Friday, Mar 27
Back to the Future?
- 03.27.2009 - 1:23 PMSaturday will mark the 40th anniversary of Dwight Eisenhower’s passing, and the interesting thing about Ike is that this stodgy symbol of mid-20th century Chamber-of-Commerce-style Republicanism may soon look like a man ahead of his time. Because if the Obama administration really does tilt to a more “evenhanded” Middle East policy, it would be taking not so much a revolutionary approach as a reactionary one, reaching back to the neutral course pursued by the U.S. for the first decade and a half of Israel’s existence, never more faithfully than during Eisenhower’s eight-year tenure.

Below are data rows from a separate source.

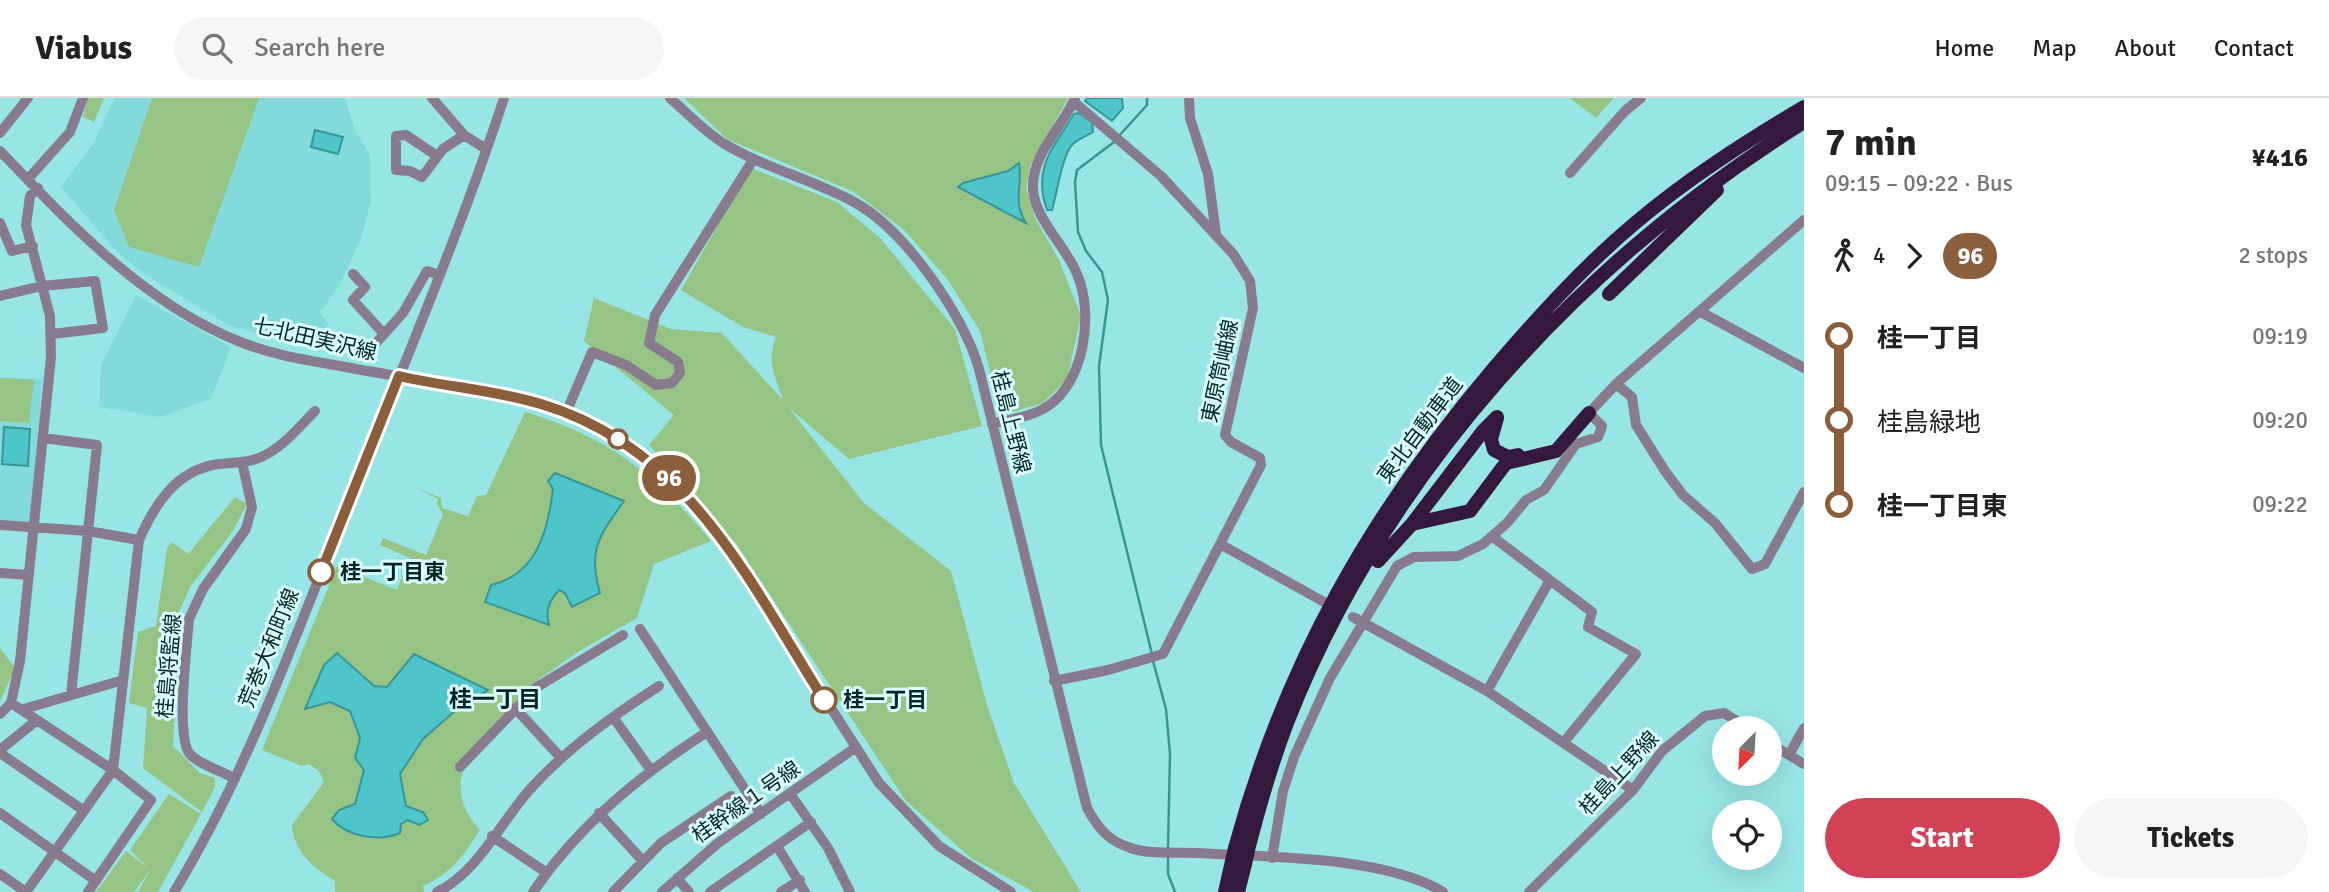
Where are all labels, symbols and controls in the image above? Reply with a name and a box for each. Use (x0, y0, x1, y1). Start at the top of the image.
search box (174, 17, 664, 80)
text: Viabus (35, 28, 132, 69)
icon: search (198, 29, 236, 67)
text: Search here (254, 32, 385, 64)
text: Home (1934, 33, 1994, 63)
text: Map (2032, 33, 2077, 63)
text: About (2115, 33, 2176, 63)
text: Contact (2214, 33, 2294, 63)
text: 7 min (1825, 119, 1917, 166)
text: ¥416 (2252, 142, 2308, 174)
text: 09:15 – 09:22 · Bus (1825, 169, 2013, 198)
icon: walk (1825, 237, 1863, 275)
icon: forward (1895, 237, 1933, 275)
text: 4 (1873, 241, 1885, 270)
text: 96 (1957, 241, 1983, 271)
text: 2 stops (2238, 241, 2308, 270)
street label: 七北田実沢線 (251, 312, 379, 366)
street label: 東原筒岫線 (1196, 317, 1244, 425)
text: 09:19 (2252, 322, 2308, 351)
text: 桂一丁目 (1877, 323, 1981, 355)
street label: 桂島上野線 (986, 368, 1036, 476)
street label: 東北自動車道 (1372, 372, 1468, 488)
text: 09:20 (2252, 406, 2308, 435)
text: 桂島緑地 (1877, 407, 1981, 439)
unlabelled marker (608, 429, 628, 449)
line badge: 96 (638, 455, 700, 501)
text: 96 (656, 463, 682, 493)
text: 09:22 (2252, 490, 2308, 519)
text: 桂一丁目東 (1877, 491, 2007, 523)
marker: 桂一丁目東 (308, 559, 334, 585)
place label: 桂一丁目東 (340, 559, 445, 585)
street label: 荒巻大和町線 (233, 585, 305, 711)
street label: 桂島将監線 (151, 613, 187, 719)
district label: 桂一丁目 (449, 685, 541, 714)
marker: 桂一丁目 (811, 687, 837, 713)
place label: 桂一丁目 (843, 687, 927, 713)
north arrow (1712, 716, 1782, 786)
map controls (1712, 716, 1782, 870)
street label: 桂島上野線 (1574, 726, 1664, 820)
street label: 桂幹線１号線 (687, 755, 805, 849)
button: Start (1825, 798, 2060, 878)
button: Tickets (2074, 798, 2308, 878)
button: locate (1712, 800, 1782, 870)

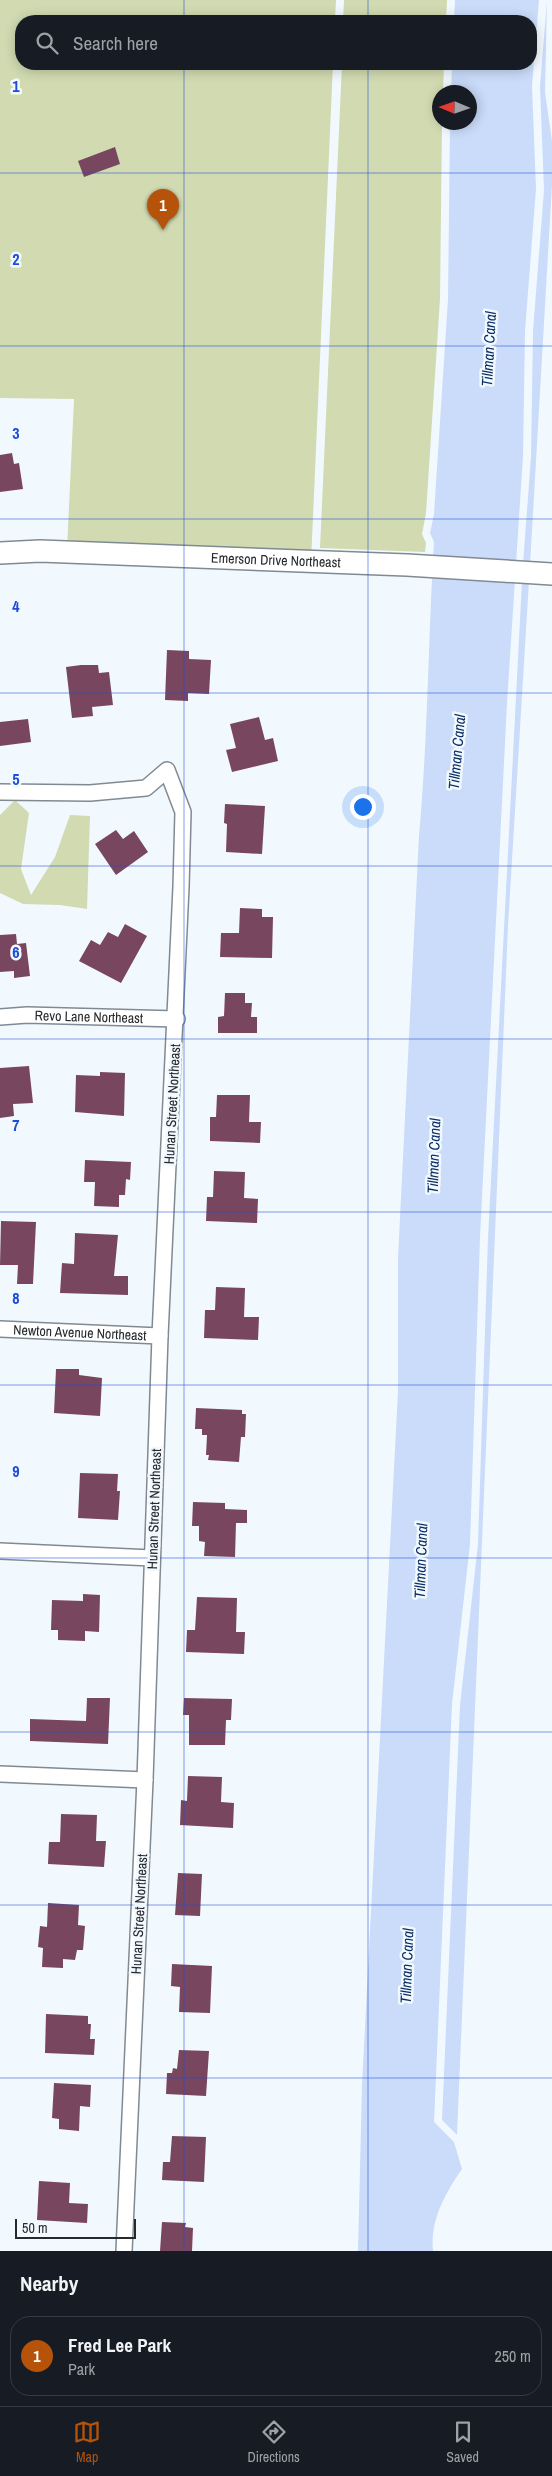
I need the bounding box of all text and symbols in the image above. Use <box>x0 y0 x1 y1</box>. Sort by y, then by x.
search box <box>15 15 537 70</box>
icon: search <box>33 29 61 57</box>
text: Search here <box>73 30 158 56</box>
text: 1 <box>12 75 20 97</box>
north arrow <box>432 85 477 130</box>
pin: 1 <box>147 189 179 230</box>
text: 2 <box>12 248 20 270</box>
water label: Tillman Canal <box>476 311 501 387</box>
text: 3 <box>12 422 20 444</box>
street label: Emerson Drive Northeast <box>211 549 341 571</box>
text: 4 <box>12 595 20 617</box>
water label: Tillman Canal <box>443 713 470 790</box>
text: 5 <box>12 768 20 790</box>
your location <box>350 794 376 820</box>
text: 6 <box>12 941 20 963</box>
street label: Revo Lane Northeast <box>34 1006 143 1027</box>
street label: Hunan Street Northeast <box>160 1043 184 1165</box>
text: 7 <box>12 1114 20 1136</box>
water label: Tillman Canal <box>422 1118 445 1194</box>
text: 8 <box>12 1287 20 1309</box>
street label: Newton Avenue Northeast <box>13 1321 147 1344</box>
street label: Hunan Street Northeast <box>143 1448 165 1570</box>
text: 9 <box>12 1460 20 1482</box>
water label: Tillman Canal <box>409 1523 432 1599</box>
street label: Hunan Street Northeast <box>127 1853 151 1975</box>
water label: Tillman Canal <box>395 1928 418 2004</box>
scale bar <box>15 2216 136 2239</box>
text: 50 m <box>22 2219 48 2237</box>
text: Nearby <box>20 2269 78 2298</box>
text: Fred Lee Park <box>68 2332 171 2358</box>
text: 1 <box>33 2345 41 2367</box>
text: 250 m <box>495 2345 531 2367</box>
text: Park <box>68 2358 95 2380</box>
tab: Map <box>73 2418 101 2466</box>
tab: Directions <box>248 2418 300 2466</box>
tab: Saved <box>446 2418 479 2466</box>

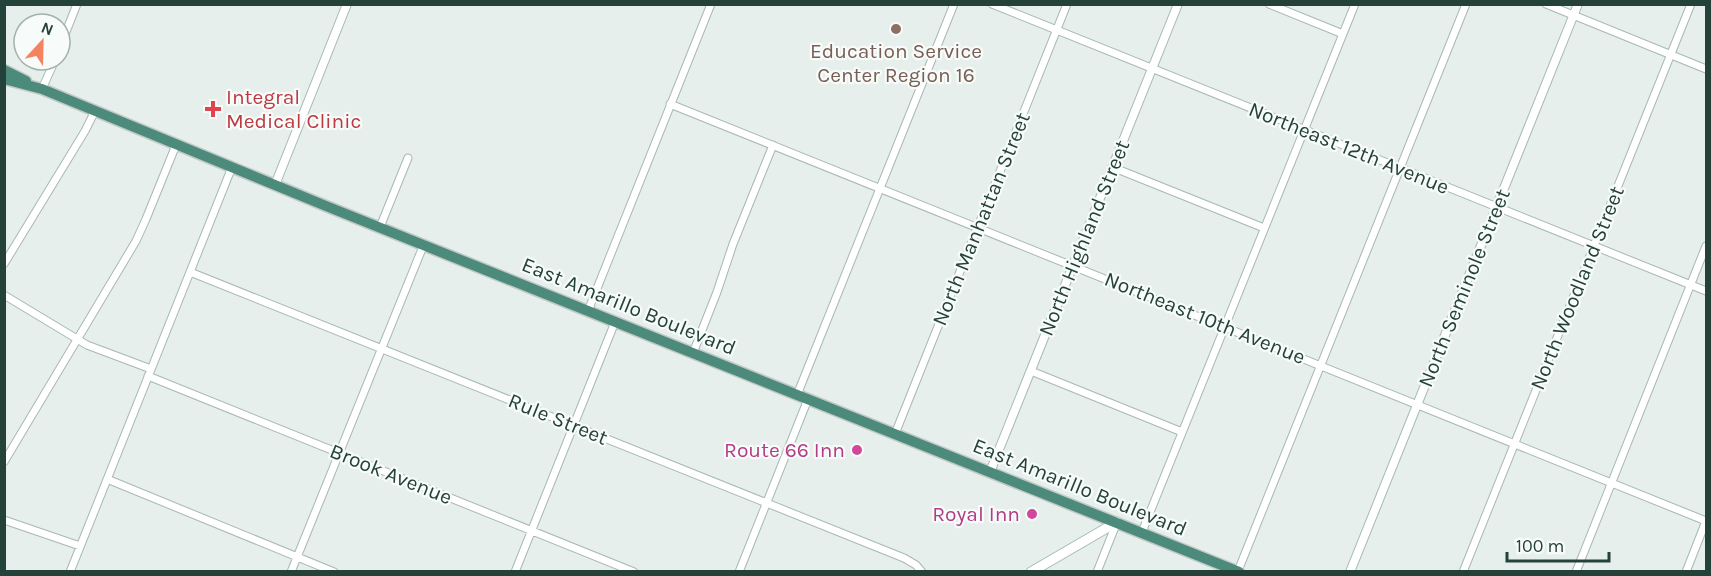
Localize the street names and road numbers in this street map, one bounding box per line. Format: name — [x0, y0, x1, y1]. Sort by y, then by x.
street label: Northeast 12th Avenue — [1245, 97, 1453, 199]
street label: North Manhattan Street — [927, 109, 1035, 329]
street label: North Highland Street — [1034, 137, 1134, 339]
street label: North Woodland Street — [1525, 183, 1629, 393]
street label: North Seminole Street — [1413, 185, 1515, 391]
street label: East Amarillo Boulevard — [518, 252, 740, 360]
street label: Northeast 10th Avenue — [1101, 267, 1309, 369]
street label: Rule Street — [505, 388, 611, 450]
street label: East Amarillo Boulevard — [969, 433, 1191, 541]
street label: Brook Avenue — [326, 439, 456, 509]

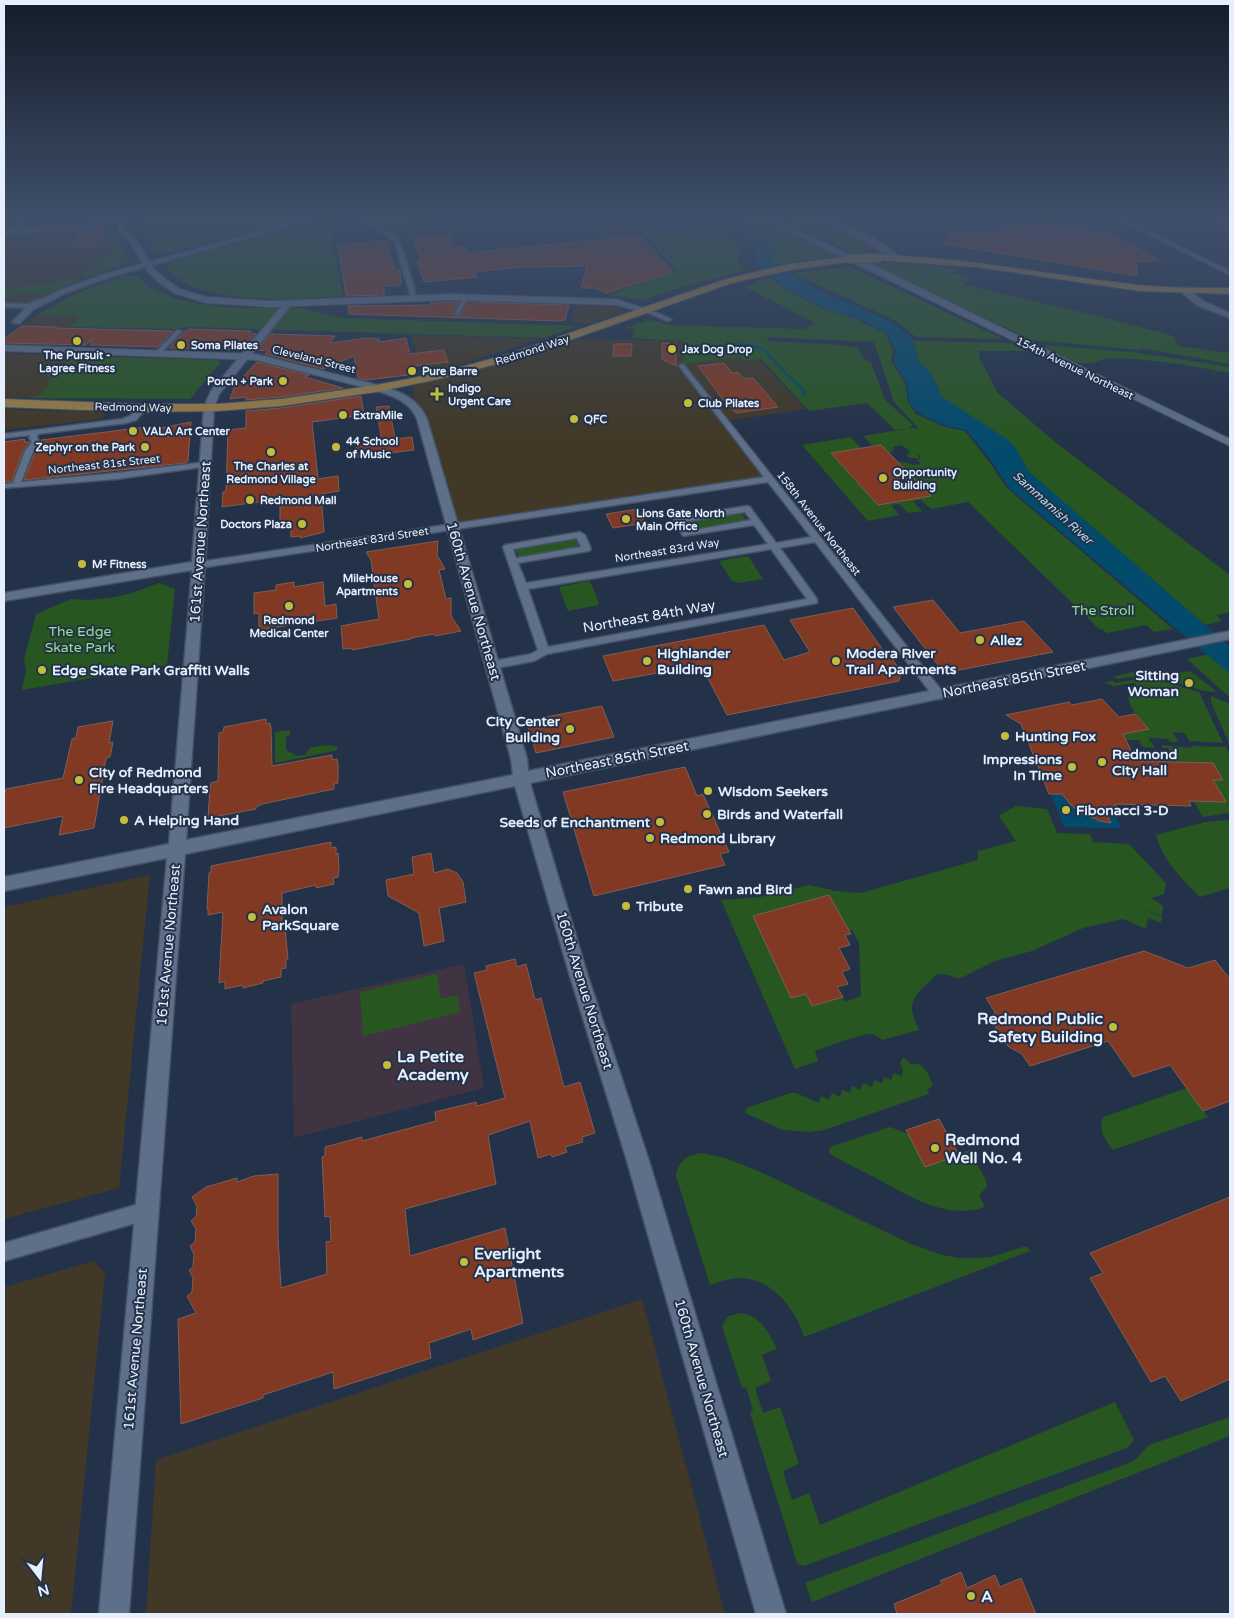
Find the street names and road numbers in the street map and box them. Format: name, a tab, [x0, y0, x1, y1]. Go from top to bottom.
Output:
street label: Redmond Way	[494, 332, 571, 369]
street label: 154th Avenue Northeast	[1014, 334, 1136, 403]
street label: Cleveland Street	[271, 343, 357, 376]
street label: Redmond Way	[94, 400, 172, 415]
street label: Northeast 81st Street	[47, 452, 161, 477]
street label: 161st Avenue Northeast	[186, 460, 215, 624]
street label: 158th Avenue Northeast	[774, 468, 863, 578]
street label: 160th Avenue Northeast	[443, 520, 505, 683]
street label: Northeast 83rd Street	[315, 524, 430, 555]
street label: Northeast 83rd Way	[614, 536, 720, 565]
street label: Northeast 84th Way	[582, 596, 717, 637]
street label: Northeast 85th Street	[941, 657, 1088, 702]
street label: Northeast 85th Street	[544, 737, 691, 782]
street label: 161st Avenue Northeast	[153, 863, 184, 1027]
street label: 160th Avenue Northeast	[552, 909, 617, 1072]
street label: 161st Avenue Northeast	[120, 1267, 151, 1431]
street label: 160th Avenue Northeast	[671, 1297, 733, 1460]

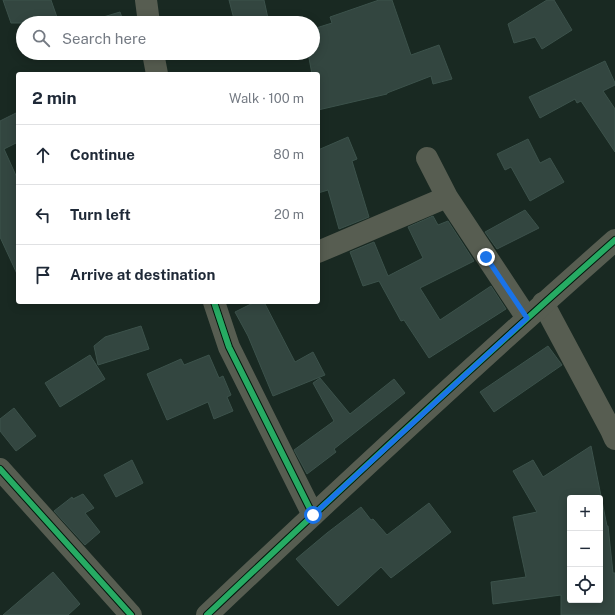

The Eisenhower administration’s main foreign-policy objective was the containment of Soviet expansionism, which in the Middle East meant keeping the Russians away from the oil resources so critical to the West. For much of Ike’s first term the U.S. attempted, with mixed results, to create coalitions of like-minded nations in regions deemed geographically and politically strategic. The linchpin of any such regional alliance in the Middle East was Egypt, and the Americans went out of their way to solicit the affections of the Egyptian president, Gamal Abdel Nasser.
Eisenhower vowed that his approach to the Middle East would never be dictated by political pressure, which was a polite way of saying he wasn’t about to be influenced by the Jews — or, as he put it in such wonderfully euphemistic language in his diary, “our citizens of the Eastern seaboard emotionally involved in the Zionist cause.”